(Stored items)
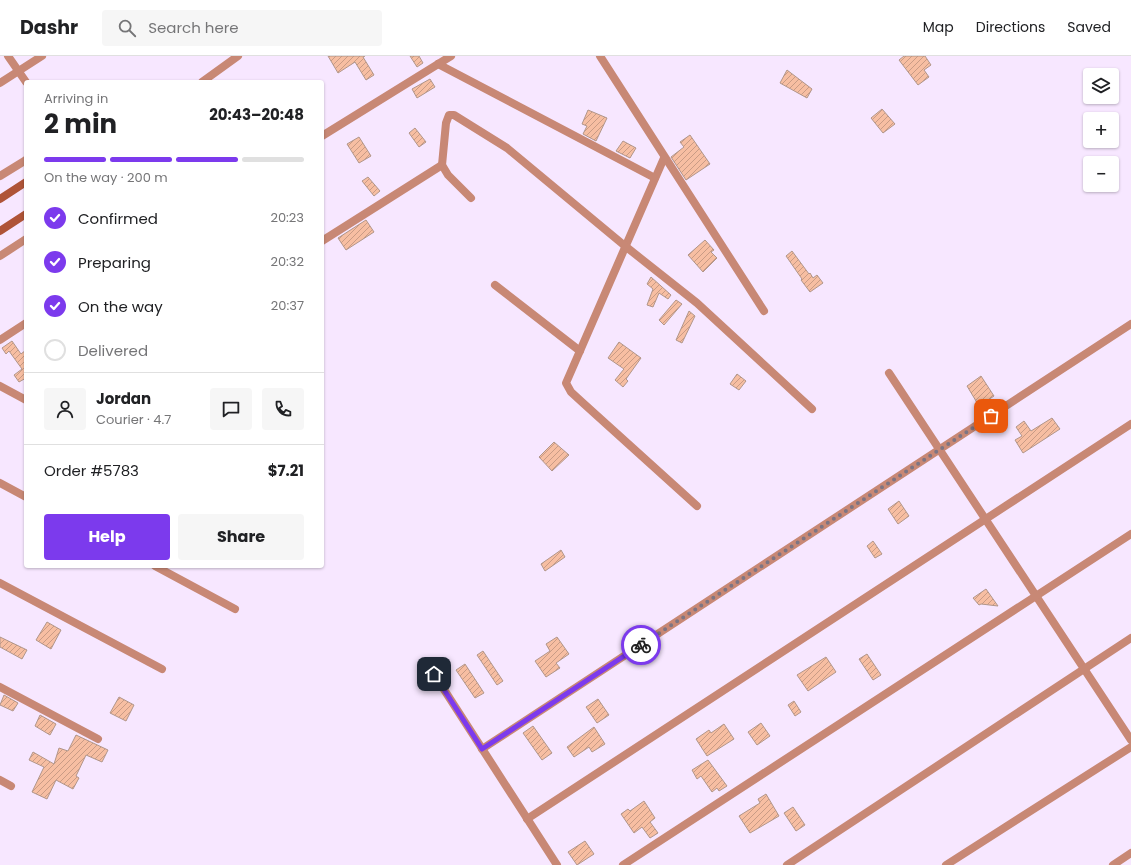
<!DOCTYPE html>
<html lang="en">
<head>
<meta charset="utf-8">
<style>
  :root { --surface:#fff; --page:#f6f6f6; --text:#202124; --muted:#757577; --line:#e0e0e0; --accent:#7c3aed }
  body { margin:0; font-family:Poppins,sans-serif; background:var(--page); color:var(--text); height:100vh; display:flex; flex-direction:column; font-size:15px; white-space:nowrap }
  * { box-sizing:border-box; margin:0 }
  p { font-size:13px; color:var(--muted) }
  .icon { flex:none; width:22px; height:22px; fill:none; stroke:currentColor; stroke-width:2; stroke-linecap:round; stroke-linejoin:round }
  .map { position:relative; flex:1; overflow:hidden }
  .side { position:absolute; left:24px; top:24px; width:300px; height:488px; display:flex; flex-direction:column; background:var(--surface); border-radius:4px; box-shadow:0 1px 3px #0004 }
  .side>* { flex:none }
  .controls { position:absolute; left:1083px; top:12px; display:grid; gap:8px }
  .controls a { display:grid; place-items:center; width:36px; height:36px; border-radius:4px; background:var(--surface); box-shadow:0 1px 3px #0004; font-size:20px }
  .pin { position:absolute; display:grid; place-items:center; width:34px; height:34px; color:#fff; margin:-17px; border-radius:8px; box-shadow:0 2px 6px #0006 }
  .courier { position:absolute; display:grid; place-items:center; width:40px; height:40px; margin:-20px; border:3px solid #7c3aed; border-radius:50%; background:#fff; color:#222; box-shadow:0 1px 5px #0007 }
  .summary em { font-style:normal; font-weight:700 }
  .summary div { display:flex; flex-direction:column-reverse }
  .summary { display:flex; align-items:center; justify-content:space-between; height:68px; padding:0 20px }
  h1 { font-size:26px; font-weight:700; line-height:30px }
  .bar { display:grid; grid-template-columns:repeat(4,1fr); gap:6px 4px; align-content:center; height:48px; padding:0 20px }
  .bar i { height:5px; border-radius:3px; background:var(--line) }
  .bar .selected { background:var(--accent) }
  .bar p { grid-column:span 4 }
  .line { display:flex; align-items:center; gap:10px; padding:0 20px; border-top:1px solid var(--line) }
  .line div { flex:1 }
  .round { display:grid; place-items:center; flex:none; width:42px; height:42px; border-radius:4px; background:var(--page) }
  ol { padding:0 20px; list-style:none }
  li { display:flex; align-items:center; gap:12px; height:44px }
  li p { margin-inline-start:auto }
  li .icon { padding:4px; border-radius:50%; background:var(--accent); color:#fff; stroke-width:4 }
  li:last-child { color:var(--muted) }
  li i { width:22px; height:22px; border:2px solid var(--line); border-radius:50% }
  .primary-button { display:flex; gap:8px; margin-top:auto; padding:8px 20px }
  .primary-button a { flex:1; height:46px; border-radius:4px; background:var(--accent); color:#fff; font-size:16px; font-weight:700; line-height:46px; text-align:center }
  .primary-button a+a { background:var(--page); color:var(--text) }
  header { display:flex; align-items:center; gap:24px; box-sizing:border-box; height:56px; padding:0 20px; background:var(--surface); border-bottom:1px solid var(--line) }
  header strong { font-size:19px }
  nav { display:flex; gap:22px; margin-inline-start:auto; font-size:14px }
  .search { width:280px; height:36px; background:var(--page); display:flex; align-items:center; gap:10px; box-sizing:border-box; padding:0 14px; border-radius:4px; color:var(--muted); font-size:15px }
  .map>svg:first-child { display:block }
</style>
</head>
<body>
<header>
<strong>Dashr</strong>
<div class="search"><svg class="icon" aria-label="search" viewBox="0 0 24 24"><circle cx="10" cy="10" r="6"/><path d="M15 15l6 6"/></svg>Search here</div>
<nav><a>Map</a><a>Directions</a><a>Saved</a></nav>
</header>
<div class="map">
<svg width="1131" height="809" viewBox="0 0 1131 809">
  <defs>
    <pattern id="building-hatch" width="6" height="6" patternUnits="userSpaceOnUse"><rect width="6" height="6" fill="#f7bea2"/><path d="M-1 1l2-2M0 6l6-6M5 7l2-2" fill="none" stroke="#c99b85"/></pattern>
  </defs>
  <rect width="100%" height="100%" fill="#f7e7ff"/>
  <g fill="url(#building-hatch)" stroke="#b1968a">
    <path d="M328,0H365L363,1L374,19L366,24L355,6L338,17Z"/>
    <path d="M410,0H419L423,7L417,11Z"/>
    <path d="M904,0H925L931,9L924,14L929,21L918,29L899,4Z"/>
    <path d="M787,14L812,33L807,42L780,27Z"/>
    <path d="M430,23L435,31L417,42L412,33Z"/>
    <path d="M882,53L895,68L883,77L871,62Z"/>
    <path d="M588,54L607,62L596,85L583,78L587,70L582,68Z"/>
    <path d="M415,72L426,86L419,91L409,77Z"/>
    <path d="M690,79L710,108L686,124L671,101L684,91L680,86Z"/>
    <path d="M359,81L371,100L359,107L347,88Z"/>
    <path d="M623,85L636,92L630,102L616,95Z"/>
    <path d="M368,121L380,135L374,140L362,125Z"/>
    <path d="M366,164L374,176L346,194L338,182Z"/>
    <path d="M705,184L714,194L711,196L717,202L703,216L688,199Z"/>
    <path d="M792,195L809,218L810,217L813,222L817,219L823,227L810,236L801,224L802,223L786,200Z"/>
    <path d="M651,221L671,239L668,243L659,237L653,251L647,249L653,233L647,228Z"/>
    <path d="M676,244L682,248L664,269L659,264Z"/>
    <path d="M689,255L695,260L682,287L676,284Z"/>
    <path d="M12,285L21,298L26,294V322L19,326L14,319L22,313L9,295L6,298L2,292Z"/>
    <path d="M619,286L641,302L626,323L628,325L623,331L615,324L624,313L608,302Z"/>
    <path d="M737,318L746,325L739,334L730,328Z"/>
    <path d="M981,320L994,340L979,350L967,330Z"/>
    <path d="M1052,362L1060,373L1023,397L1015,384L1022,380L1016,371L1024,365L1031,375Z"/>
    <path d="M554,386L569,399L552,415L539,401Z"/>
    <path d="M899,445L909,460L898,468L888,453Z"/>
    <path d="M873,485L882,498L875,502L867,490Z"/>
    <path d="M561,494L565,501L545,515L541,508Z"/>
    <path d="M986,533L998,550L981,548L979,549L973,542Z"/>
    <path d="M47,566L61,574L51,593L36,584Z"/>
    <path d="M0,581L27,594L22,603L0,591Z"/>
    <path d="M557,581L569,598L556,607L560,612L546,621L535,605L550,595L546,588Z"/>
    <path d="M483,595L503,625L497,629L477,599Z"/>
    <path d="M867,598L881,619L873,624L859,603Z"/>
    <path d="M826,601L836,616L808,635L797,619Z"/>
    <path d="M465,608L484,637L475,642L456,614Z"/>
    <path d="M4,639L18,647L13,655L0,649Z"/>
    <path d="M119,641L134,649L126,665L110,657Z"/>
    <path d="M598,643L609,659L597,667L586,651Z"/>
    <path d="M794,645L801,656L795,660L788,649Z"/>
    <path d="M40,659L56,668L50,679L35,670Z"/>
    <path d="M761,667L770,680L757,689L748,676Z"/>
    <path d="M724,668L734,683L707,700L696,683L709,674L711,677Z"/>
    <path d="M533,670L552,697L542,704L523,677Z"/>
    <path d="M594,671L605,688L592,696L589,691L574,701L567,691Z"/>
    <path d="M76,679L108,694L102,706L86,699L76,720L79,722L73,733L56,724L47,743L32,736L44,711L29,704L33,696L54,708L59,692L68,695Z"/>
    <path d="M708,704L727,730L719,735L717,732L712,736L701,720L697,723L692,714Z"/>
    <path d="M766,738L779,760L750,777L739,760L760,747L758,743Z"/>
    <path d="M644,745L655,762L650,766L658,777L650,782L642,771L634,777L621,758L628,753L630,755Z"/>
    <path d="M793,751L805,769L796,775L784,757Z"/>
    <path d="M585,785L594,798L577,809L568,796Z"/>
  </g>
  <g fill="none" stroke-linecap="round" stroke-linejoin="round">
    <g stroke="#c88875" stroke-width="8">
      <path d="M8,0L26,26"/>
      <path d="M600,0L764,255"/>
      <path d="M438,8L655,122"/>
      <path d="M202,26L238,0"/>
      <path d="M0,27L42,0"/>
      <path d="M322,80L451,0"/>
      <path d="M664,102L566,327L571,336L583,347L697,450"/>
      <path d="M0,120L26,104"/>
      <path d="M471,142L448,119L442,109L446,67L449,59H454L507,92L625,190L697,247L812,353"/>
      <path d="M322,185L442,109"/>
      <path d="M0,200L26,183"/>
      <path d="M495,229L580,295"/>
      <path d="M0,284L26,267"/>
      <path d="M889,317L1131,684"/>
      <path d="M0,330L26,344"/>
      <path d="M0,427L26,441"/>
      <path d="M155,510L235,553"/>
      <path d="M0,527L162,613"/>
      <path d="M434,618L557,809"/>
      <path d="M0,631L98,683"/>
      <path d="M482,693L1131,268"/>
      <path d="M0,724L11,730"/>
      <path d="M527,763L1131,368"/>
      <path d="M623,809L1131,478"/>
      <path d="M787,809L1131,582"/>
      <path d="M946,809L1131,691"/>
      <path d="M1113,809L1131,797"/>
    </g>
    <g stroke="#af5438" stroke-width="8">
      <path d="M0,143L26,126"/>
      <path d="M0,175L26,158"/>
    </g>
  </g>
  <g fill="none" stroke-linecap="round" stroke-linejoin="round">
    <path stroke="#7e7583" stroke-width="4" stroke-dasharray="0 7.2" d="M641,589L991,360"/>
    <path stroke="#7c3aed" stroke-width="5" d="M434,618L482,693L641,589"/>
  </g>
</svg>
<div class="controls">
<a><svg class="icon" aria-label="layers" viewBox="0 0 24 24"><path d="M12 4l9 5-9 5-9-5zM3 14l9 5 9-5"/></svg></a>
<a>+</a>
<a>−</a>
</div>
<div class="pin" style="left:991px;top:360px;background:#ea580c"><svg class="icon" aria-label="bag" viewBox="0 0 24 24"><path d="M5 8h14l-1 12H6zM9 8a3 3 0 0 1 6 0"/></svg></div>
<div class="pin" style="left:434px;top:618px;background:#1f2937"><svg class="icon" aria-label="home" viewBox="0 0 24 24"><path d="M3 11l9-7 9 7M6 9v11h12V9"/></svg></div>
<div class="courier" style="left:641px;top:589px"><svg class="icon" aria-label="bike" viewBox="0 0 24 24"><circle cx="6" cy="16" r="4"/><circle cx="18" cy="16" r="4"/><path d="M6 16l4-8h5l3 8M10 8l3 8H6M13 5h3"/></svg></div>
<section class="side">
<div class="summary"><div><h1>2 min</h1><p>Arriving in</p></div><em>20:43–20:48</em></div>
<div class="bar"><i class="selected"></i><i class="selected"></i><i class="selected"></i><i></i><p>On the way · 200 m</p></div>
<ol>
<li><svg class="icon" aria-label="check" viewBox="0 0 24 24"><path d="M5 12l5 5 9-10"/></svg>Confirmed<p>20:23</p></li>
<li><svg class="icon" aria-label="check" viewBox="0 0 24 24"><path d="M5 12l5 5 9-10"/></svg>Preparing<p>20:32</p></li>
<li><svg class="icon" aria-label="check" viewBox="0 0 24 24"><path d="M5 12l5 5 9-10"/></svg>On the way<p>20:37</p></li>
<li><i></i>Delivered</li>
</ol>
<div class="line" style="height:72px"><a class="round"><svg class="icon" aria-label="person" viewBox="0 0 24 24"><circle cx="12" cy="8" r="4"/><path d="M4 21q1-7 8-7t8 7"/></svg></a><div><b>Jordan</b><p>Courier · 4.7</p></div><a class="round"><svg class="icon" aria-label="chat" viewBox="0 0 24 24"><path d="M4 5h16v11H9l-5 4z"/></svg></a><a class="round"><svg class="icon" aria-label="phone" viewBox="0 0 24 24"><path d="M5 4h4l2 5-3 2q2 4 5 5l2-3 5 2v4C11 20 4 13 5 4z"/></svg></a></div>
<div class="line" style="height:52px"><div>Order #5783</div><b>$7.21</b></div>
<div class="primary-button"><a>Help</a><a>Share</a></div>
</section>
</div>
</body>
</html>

### PROBLEM
Which lines run from the one holding "display:grid; place-items:center; width:40px;" through the one holding "display:flex; align-items:center; gap:24px;" in the records above? Repeat them exactly, both included, and nothing more.

### SOLUTION BELOW
  .courier { position:absolute; display:grid; place-items:center; width:40px; height:40px; margin:-20px; border:3px solid #7c3aed; border-radius:50%; background:#fff; color:#222; box-shadow:0 1px 5px #0007 }
  .summary em { font-style:normal; font-weight:700 }
  .summary div { display:flex; flex-direction:column-reverse }
  .summary { display:flex; align-items:center; justify-content:space-between; height:68px; padding:0 20px }
  h1 { font-size:26px; font-weight:700; line-height:30px }
  .bar { display:grid; grid-template-columns:repeat(4,1fr); gap:6px 4px; align-content:center; height:48px; padding:0 20px }
  .bar i { height:5px; border-radius:3px; background:var(--line) }
  .bar .selected { background:var(--accent) }
  .bar p { grid-column:span 4 }
  .line { display:flex; align-items:center; gap:10px; padding:0 20px; border-top:1px solid var(--line) }
  .line div { flex:1 }
  .round { display:grid; place-items:center; flex:none; width:42px; height:42px; border-radius:4px; background:var(--page) }
  ol { padding:0 20px; list-style:none }
  li { display:flex; align-items:center; gap:12px; height:44px }
  li p { margin-inline-start:auto }
  li .icon { padding:4px; border-radius:50%; background:var(--accent); color:#fff; stroke-width:4 }
  li:last-child { color:var(--muted) }
  li i { width:22px; height:22px; border:2px solid var(--line); border-radius:50% }
  .primary-button { display:flex; gap:8px; margin-top:auto; padding:8px 20px }
  .primary-button a { flex:1; height:46px; border-radius:4px; background:var(--accent); color:#fff; font-size:16px; font-weight:700; line-height:46px; text-align:center }
  .primary-button a+a { background:var(--page); color:var(--text) }
  header { display:flex; align-items:center; gap:24px; box-sizing:border-box; height:56px; padding:0 20px; background:var(--surface); border-bottom:1px solid var(--line) }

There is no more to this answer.